It was quiet in the house yesterday, on a day when I didn't really want to be alone with my thoughts. Dave had taken Max and Sabrina to the town pool, Ben was napping and I was scrolling through news reports about the mass shooting at the Orlando club. I felt sad and disturbed. I worried about the growing threat of terrorism, and the lack of gun control in this country.
I stared at the message on the Pulse Orlando Facebook page for I don't know how long: "Everyone get out of pulse and keep running."
Then a good thing happened, which is Ben woke up early from his nap. Ordinarily, this isn't something I welcome except it forced me to tear myself away from my computer.

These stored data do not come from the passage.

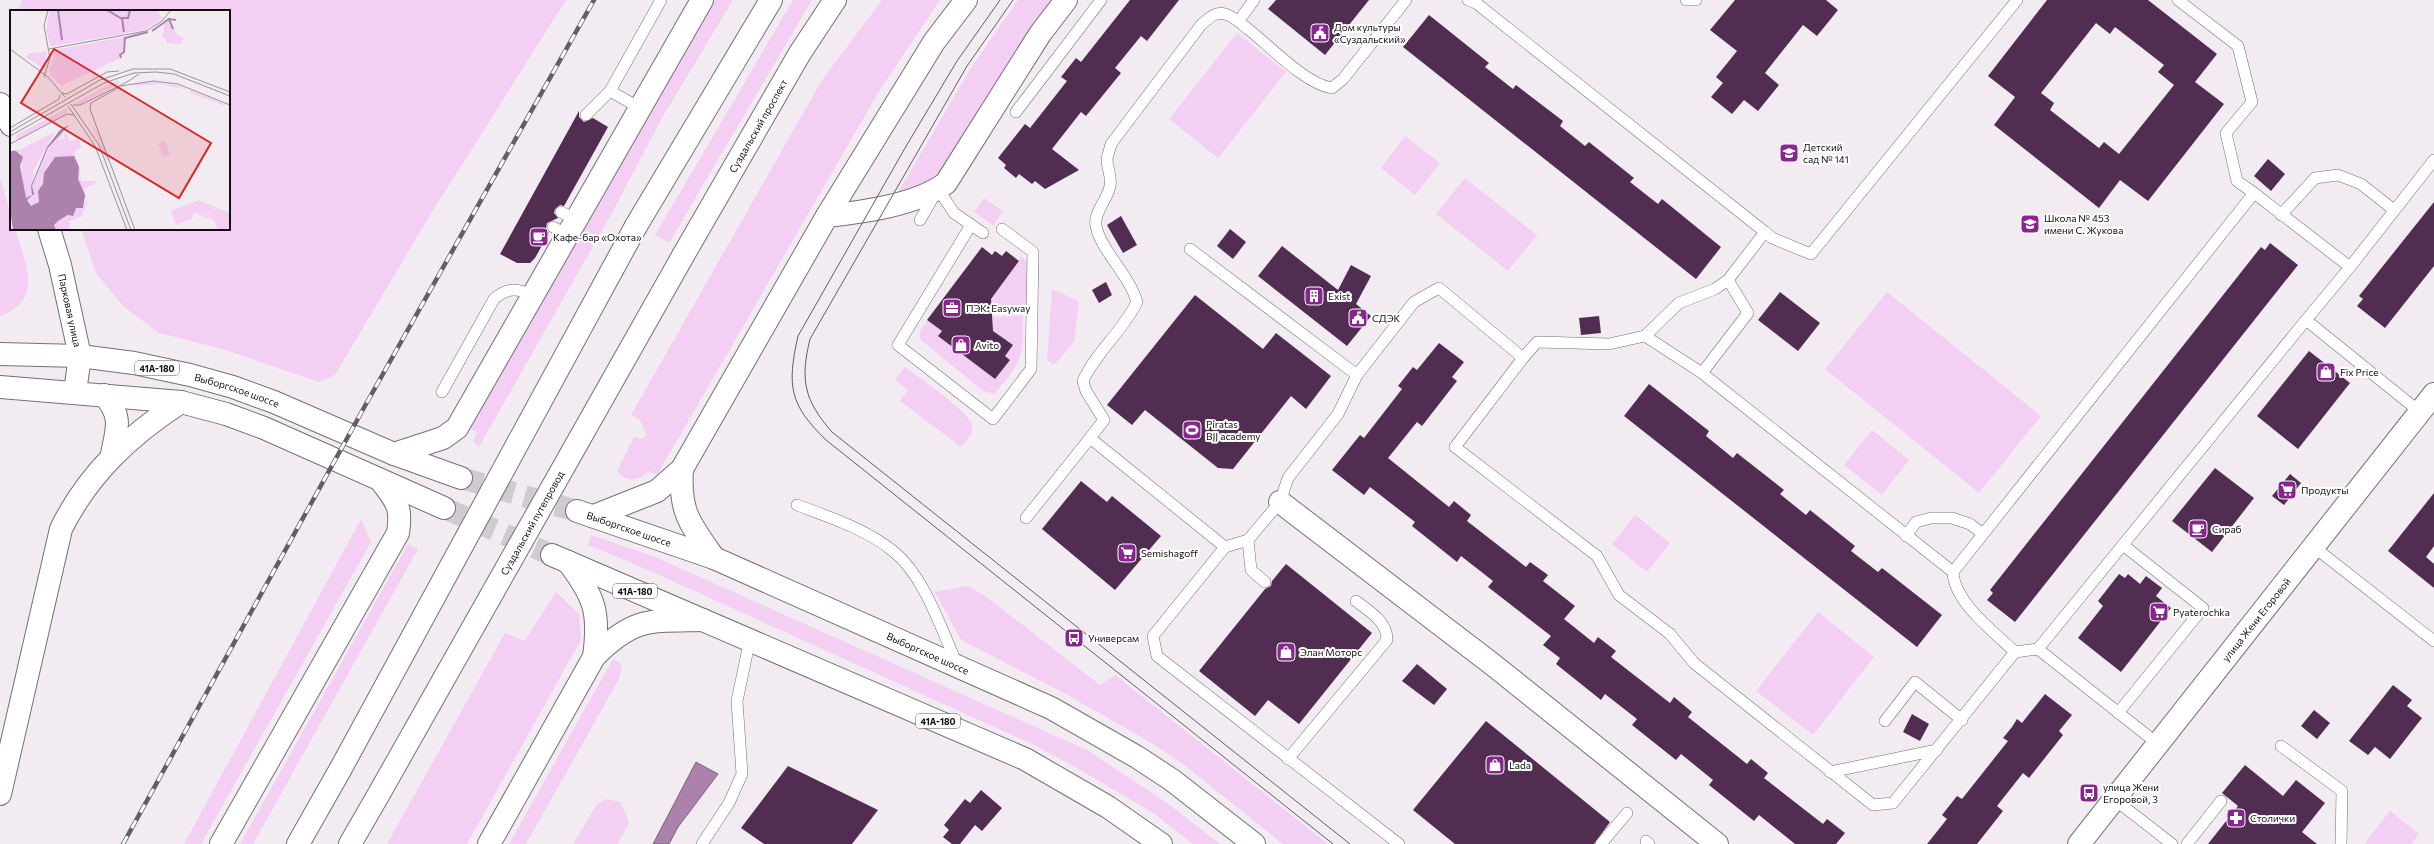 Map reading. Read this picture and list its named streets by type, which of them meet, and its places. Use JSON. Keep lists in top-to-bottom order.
{
  "streets": {
    "main road": [
      "Суздальский проспект",
      "Парковая улица",
      "41А-180",
      "Выборгское шоссе",
      "Суздальский путепровод",
      "улица Жени Егоровой"
    ]
  },
  "crossings": [
    ["Суздальский проспект", "Суздальский путепровод"],
    ["Парковая улица", "Выборгское шоссе"]
  ],
  "places": {
    "public building": ["Дом культуры «Суздальский»", "СДЭК"],
    "school or university": ["Детский сад № 141", "Школа № 453 имени С. Жукова"],
    "cafe": ["Кафе-бар «Охота»", "Сираб"],
    "building": ["Exist"],
    "office": ["ПЭК: Easyway"],
    "shop": [
      "Avito",
      "Fix Price",
      "Элан Моторс",
      "Lada"
    ],
    "sports": ["Piratas BJJ academy"],
    "supermarket": ["Продукты", "Semishagoff", "Pyaterochka"],
    "bus stop": ["Универсам", "улица Жени Егоровой, 3"],
    "pharmacy": ["Столички"]
  }
} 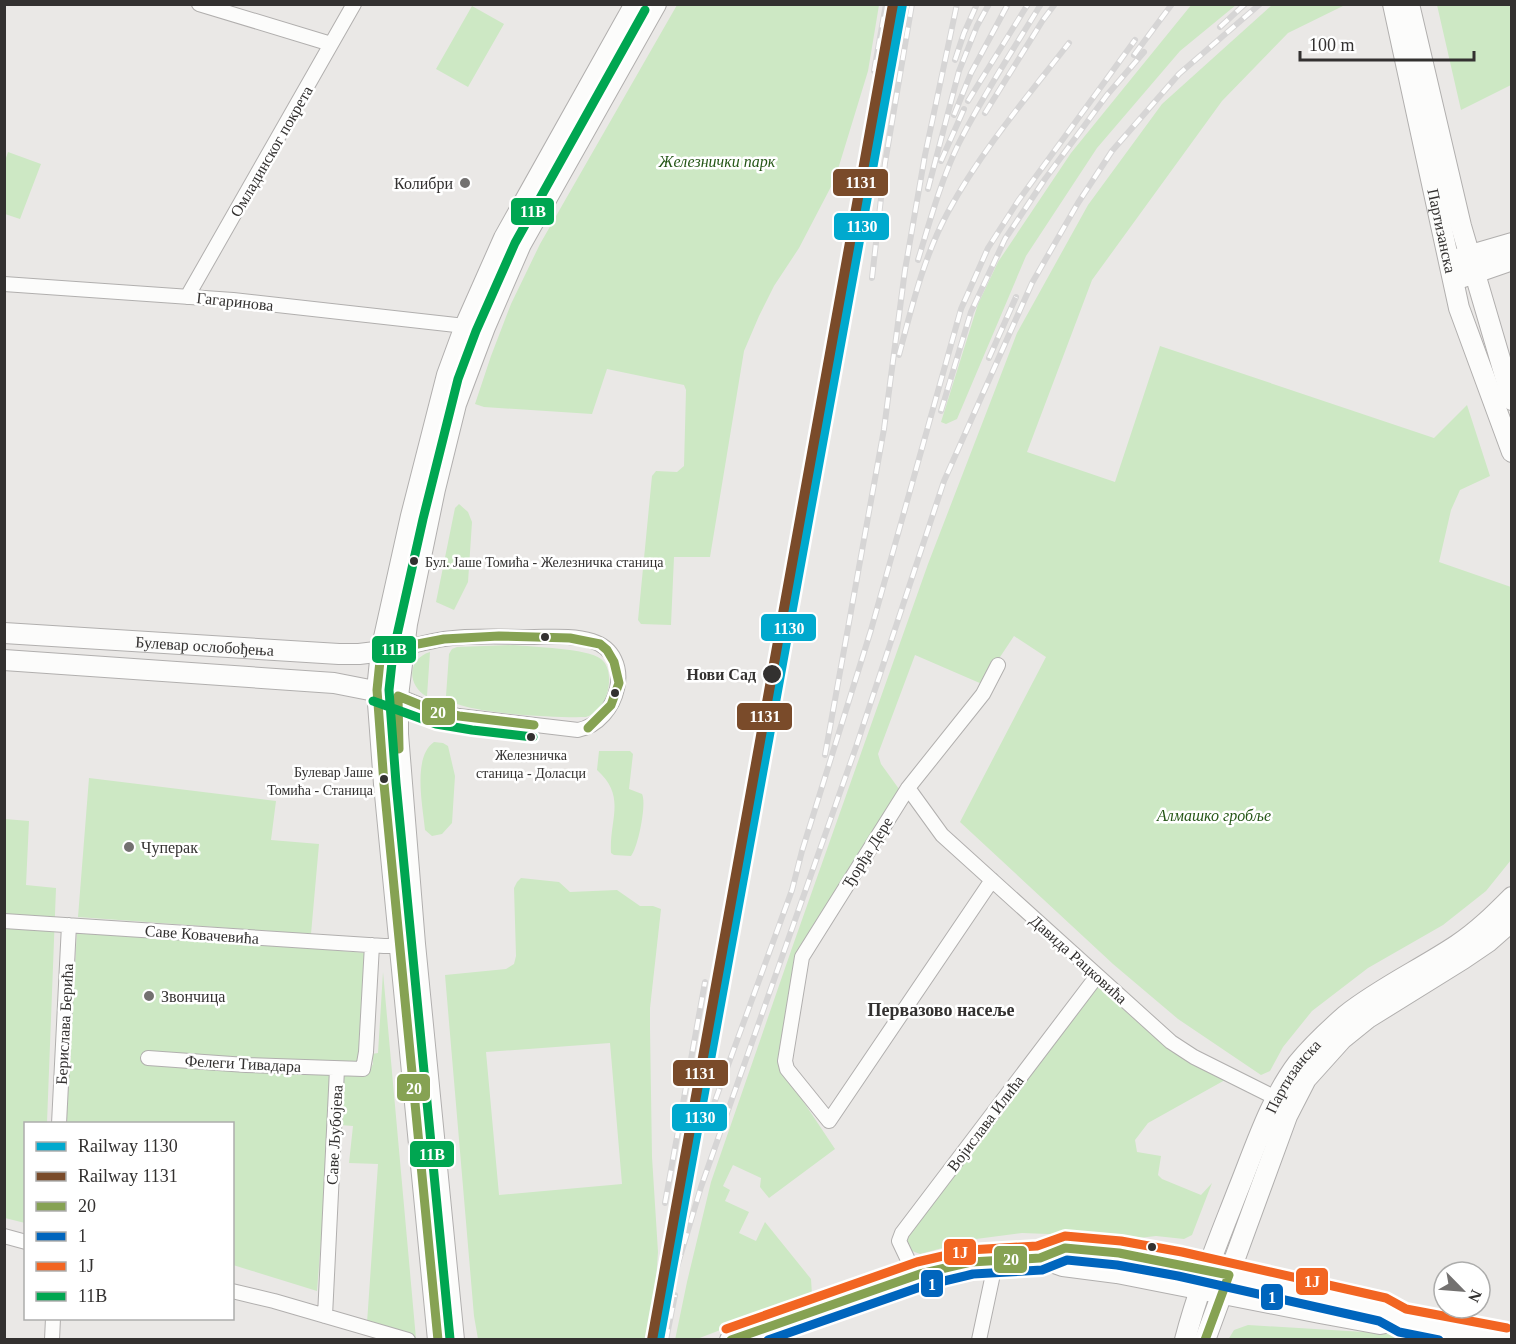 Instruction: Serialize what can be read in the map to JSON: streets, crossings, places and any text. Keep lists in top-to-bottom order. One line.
{"streets":{"main road":["Партизанска","Булевар ослобођења"],"street":["Омладинског покрета","Гагаринова","Ђорђа Дере","Саве Ковачевића","Давида Рацковића","Берислава Берића","Фелеги Тивадара","Војислава Илића","Саве Љубојева"]},"crossings":[["Омладинског покрета","Гагаринова"],["Партизанска","Давида Рацковића"],["Ђорђа Дере","Давида Рацковића"],["Саве Ковачевића","Берислава Берића"],["Саве Ковачевића","Саве Љубојева"],["Давида Рацковића","Војислава Илића"],["Фелеги Тивадара","Саве Љубојева"]],"districts":["Первазово насеље"],"parks":["Железнички парк","Алмашко гробље"],"places":["Колибри","Бул. Јаше Томића - Железничка станица","Нови Сад","Железничка станица - Доласци","Булевар Јаше Томића - Станица","Чуперак","Звончица"],"lines":["rail line 1130","rail line 1131","transit line 11B","transit line 20","transit line 1J","transit line 1"],"legend":["Railway 1130","Railway 1131","20","1","1J","11B"],"scale_bar":"100 m","north":"bottom right"} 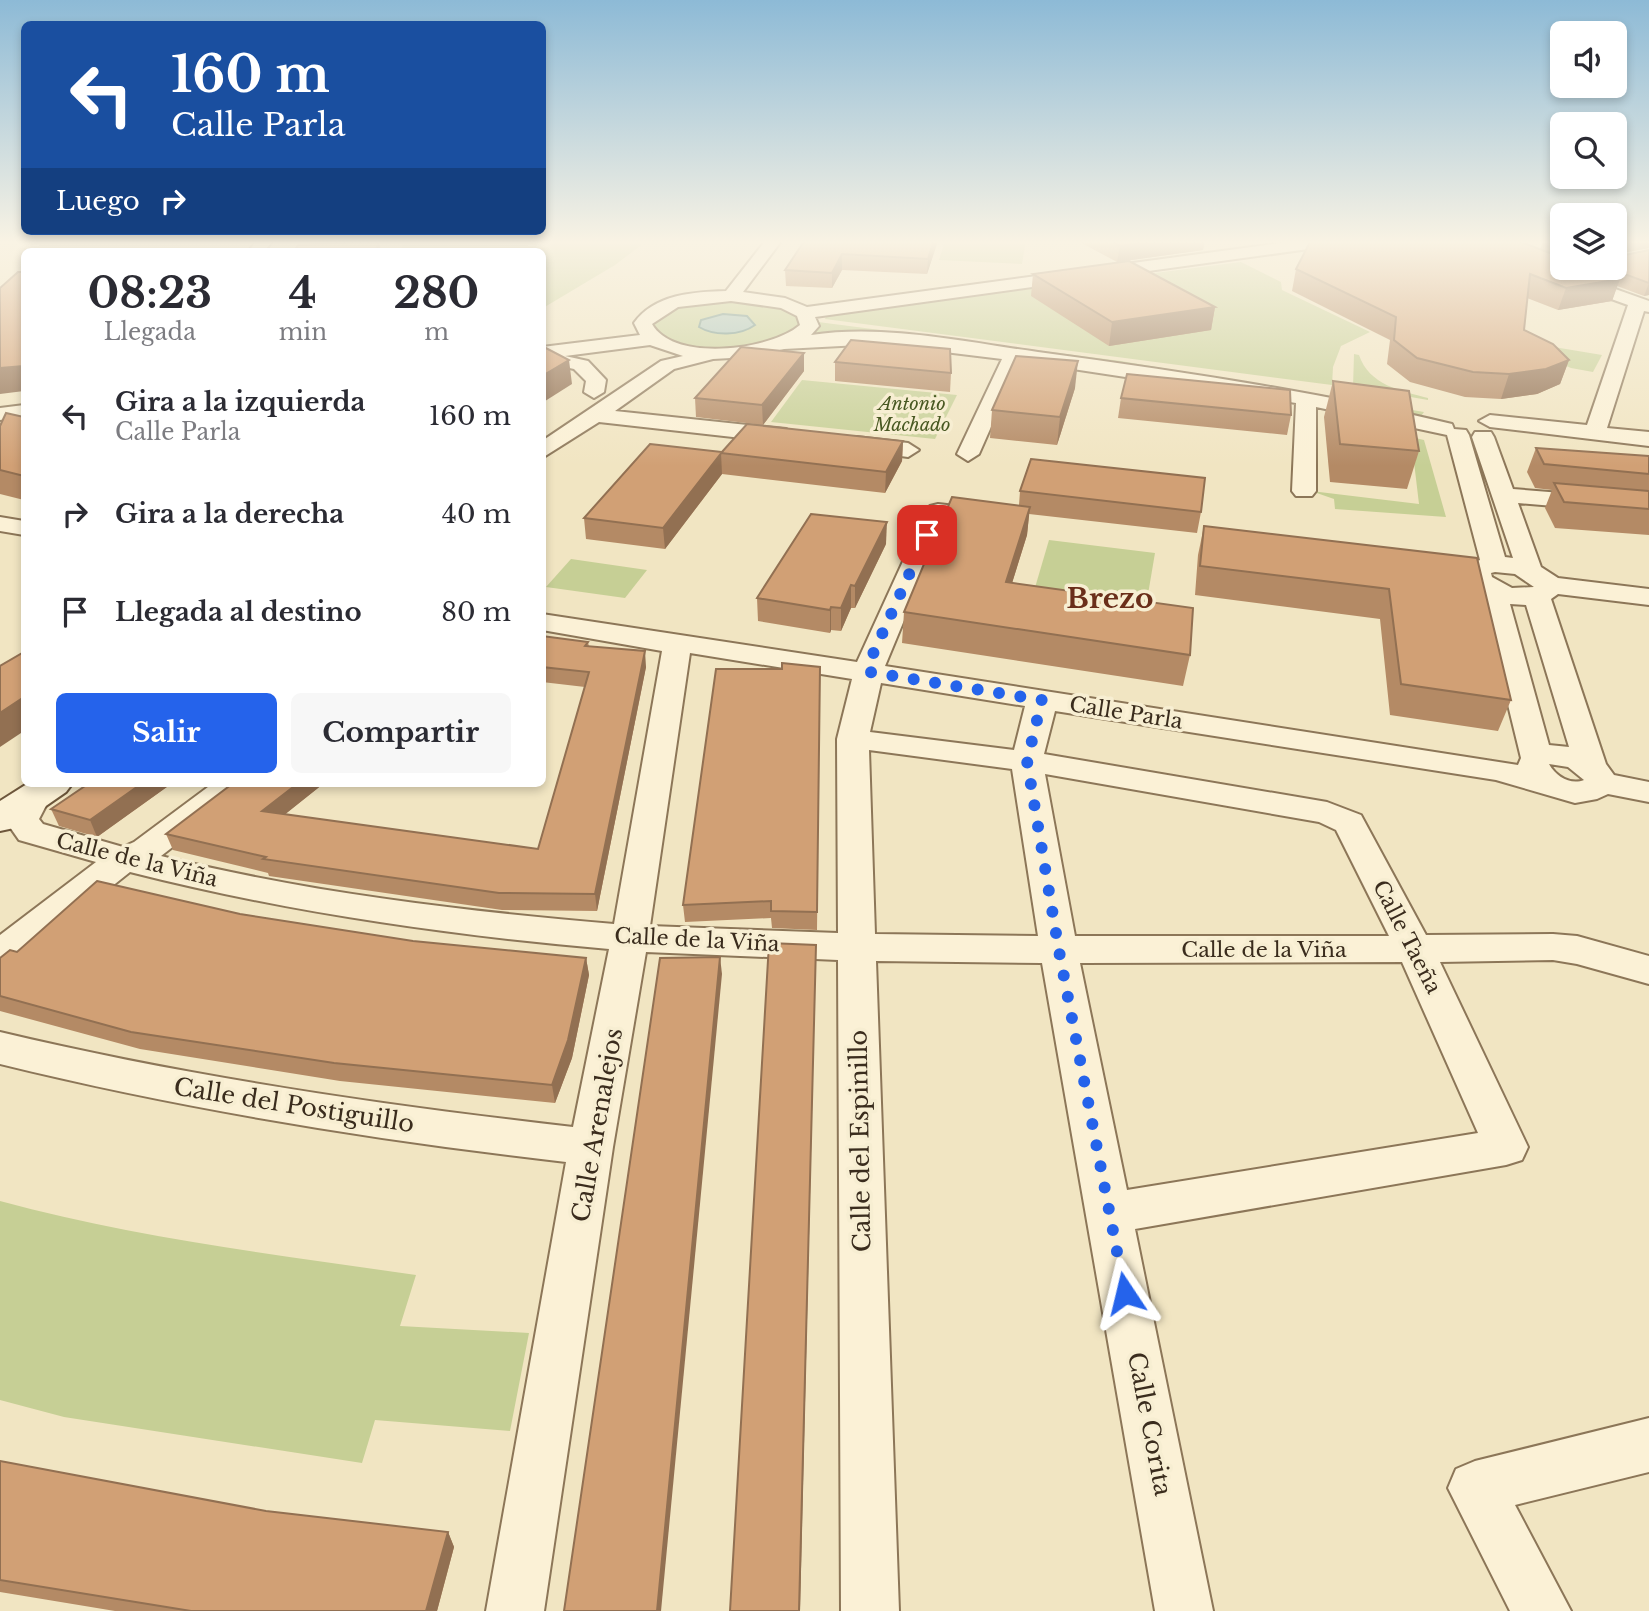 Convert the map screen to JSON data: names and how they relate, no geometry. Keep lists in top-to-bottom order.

After I changed him, I put him on the floor of his room. Ben's just beginning to wiggle-move around and is steady enough to not roll over and bump his head on the wood floor. I placed Sophie the Giraffe a bit out of reach to see if he could get to her. She is his BFF; he literally yelps in excitement whenever I hand him to her.
I decided to lie down on the floor, too.
Babies have the most intense focus, the kind a lot of us often don't. In adults, it's called "flow"—when you're so immersed in an activity that you don't notice the passage of time.
Ben batted Sophie around. He nibbled on a leg. He bopped her head on the floor. I squeezed her so she squeaked, and he flashed me his two-toothed grin.
As I lay there, my anxiety started to slip away. It was the zen of Ben. And for a little while, the world was a less sad, scary place.